# Water Pump Vibration



## photosal (Nov 16, 2004)

Have checked threads with descriptions of water pump noise. But most seem to be in TT's. We have a 2005 28FRL-S 5th Wheel.

The water pump is located in the storage area under the bedroom. Other than a surge tank, has anyone done modifications at the pump. For example, has anyone
insulated the pump at the mounts?

We read an article from a RV owner who disconnected the water line, and added a multiloop coil of reinforced hose between the pump and the water line, leaving the hose suspended. Has anyone tried this? If so, did it quiet the pump noise?

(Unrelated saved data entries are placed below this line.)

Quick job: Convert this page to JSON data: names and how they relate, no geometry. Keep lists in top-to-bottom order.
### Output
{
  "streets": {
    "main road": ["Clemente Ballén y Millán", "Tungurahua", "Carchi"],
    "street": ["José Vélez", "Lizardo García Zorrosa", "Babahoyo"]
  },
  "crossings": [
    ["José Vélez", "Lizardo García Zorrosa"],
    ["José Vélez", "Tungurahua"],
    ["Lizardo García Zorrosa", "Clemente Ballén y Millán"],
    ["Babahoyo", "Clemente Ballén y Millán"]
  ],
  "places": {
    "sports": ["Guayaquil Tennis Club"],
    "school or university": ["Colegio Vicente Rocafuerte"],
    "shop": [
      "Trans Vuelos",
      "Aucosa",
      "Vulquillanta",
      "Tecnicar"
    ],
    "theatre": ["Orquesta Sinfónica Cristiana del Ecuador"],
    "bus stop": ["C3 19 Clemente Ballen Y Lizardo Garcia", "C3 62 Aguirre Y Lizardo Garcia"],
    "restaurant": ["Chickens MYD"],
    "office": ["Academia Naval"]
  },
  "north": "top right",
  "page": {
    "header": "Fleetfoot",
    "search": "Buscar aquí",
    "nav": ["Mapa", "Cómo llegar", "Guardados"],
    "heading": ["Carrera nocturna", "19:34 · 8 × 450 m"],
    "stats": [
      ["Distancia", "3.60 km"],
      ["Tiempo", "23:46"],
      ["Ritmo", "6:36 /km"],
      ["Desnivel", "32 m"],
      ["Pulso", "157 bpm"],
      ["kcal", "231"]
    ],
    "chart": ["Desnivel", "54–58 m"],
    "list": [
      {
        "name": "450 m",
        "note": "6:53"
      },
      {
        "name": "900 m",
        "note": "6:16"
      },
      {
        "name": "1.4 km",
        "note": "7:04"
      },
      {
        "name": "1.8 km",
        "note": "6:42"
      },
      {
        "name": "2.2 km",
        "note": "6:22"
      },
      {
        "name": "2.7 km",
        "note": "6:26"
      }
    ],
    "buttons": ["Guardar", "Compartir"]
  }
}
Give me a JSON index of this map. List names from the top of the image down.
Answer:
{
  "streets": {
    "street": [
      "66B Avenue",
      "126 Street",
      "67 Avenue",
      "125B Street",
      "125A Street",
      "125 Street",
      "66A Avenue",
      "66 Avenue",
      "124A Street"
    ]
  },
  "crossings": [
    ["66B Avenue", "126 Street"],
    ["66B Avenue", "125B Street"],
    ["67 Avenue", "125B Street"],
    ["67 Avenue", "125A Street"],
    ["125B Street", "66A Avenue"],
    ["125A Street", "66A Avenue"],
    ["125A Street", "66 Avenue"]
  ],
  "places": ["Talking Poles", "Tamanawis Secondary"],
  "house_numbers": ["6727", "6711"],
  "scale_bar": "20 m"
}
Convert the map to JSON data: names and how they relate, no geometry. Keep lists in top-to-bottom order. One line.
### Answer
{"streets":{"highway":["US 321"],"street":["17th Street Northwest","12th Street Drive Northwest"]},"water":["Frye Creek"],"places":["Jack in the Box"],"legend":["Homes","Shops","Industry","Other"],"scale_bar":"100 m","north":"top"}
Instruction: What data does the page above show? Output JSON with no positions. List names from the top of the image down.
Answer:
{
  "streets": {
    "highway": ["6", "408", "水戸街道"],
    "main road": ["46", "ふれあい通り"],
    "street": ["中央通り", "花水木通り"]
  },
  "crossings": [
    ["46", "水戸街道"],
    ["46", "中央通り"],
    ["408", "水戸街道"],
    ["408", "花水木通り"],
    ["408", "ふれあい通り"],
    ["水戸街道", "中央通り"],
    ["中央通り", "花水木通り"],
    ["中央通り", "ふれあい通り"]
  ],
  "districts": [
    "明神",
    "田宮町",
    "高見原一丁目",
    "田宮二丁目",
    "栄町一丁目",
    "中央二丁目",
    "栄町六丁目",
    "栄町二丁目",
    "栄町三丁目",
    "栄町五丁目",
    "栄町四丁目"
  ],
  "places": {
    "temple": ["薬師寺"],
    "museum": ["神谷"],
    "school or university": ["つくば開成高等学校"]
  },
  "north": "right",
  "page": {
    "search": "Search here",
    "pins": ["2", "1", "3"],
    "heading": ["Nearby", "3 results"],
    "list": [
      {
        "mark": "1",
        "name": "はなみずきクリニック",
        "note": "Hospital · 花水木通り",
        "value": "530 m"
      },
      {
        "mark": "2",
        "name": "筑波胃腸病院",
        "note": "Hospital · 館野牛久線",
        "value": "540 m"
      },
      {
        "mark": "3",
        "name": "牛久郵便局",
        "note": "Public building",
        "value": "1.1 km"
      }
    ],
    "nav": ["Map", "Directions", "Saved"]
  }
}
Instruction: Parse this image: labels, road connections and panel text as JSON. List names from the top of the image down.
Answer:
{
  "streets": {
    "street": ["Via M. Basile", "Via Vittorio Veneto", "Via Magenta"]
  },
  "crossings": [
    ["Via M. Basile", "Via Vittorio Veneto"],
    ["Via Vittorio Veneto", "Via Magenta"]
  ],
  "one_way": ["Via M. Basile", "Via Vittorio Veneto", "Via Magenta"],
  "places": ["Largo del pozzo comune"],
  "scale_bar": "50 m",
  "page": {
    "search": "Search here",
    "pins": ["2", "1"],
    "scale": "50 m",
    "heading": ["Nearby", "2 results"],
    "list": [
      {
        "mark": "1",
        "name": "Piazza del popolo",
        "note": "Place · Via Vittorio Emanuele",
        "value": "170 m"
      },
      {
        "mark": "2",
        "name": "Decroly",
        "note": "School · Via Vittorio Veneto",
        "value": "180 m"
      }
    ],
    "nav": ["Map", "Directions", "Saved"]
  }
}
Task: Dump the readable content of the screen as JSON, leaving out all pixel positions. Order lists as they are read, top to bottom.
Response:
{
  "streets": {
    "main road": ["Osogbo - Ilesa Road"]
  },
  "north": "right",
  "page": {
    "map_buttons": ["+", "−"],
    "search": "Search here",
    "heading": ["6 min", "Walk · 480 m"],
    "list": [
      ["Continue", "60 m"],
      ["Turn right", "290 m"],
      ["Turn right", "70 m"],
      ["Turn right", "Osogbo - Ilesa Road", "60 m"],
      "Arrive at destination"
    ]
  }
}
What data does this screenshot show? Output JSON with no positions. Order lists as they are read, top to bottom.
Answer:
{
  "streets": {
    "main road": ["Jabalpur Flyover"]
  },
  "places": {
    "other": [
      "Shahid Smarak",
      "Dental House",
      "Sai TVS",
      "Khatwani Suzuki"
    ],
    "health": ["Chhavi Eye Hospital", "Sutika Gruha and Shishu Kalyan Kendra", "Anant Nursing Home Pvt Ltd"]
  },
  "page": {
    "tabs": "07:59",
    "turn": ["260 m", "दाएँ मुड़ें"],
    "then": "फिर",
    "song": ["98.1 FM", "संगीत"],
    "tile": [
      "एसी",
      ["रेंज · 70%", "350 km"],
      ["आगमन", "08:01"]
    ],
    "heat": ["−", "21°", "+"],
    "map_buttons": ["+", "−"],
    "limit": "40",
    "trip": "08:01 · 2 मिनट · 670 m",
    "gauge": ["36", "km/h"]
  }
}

Confirmation of this mod, or any other changes which resulted in a quieter pump in the Outback 5th wheel would be greatly appreciated.

Photosal


----------



## rdowns (Oct 20, 2004)

EVERY camper we have had has had a noisy water pump. To quiet it down is a pretty easy mod but I have so many it is not a high priority







the best solution ( not the cheapest) is a shurflo or flojet water pump but I will just wait for mine to die,I suppose. They get noiser when you are at the bottom of the tank. One easy way to know you are getting low!


----------



## aplvlykat (Jan 25, 2004)

Alot of times the noise is caused by vibrating water lines. Start by picking up a can of expandable foam and seal the holes in the floor where they come up to the sinks and tub. Yes, several people including myself have added the flexible lope on the pumps discharge side, it does help. For your info the pump ends are a standard 1/2 inch pipe thread, so you can buy a prefab sink water line as long as it screws on to 1/2 pipe. I also mounted my pump on 1 1/2 inch clear rubber tube, kind of like pump pontoons. I know they are suppose to be rubber isolated already but this really quieted down the pump. Cut two pieces of tube long enough to set under the existing mounts, then cut the ends of the tube on a 45 degree angle. Screw the pump to the tube and the tube to the floor. You can get flex tube, expandable foam and clear plastic at home depot or lowes. good luck and hope this helps, Kirk


----------



## CamperAndy (Aug 26, 2004)

I did the surge tank mod but have heard the hose coil is effective. The worst that can happen is you are out a few bucks for the hose. This mod works by absorbing some of the pulsations before they can cause the piping to rattle against wall panels or the frame.


----------



## photosal (Nov 16, 2004)

aplvlykat said:


> Alot of times the noise is caused by vibrating water lines. Start by picking up a can of expandable foam and seal the holes in the floor where they come up to the sinks and tub. Yes, several people including myself have added the flexible lope on the pumps discharge side, it does help. For your info the pump ends are a standard 1/2 inch pipe thread, so you can buy a prefab sink water line as long as it screws on to 1/2 pipe. I also mounted my pump on 1 1/2 inch clear rubber tube, kind of like pump pontoons. I know they are suppose to be rubber isolated already but this really quieted down the pump. Cut two pieces of tube long enough to set under the existing mounts, then cut the ends of the tube on a 45 degree angle. Screw the pump to the tube and the tube to the floor. You can get flex tube, expandable foam and clear plastic at home depot or lowes. good luck and hope this helps, Kirk
> [snapback]49447[/snapback]​


Kirk, thanks for the suggestions. I'll definitely look seriously at implmenting them. Anything to quiet the roaring beast!!!


----------



## Thor (Apr 7, 2004)

Hi

I did 2 mods to quiet down my pump. I bought some 1" SM board (Pink) and insulated the entire compartment where the pump sits. The SM board is only a couple of bucks and the cutting took about 10min. (SM board is dense and water proof)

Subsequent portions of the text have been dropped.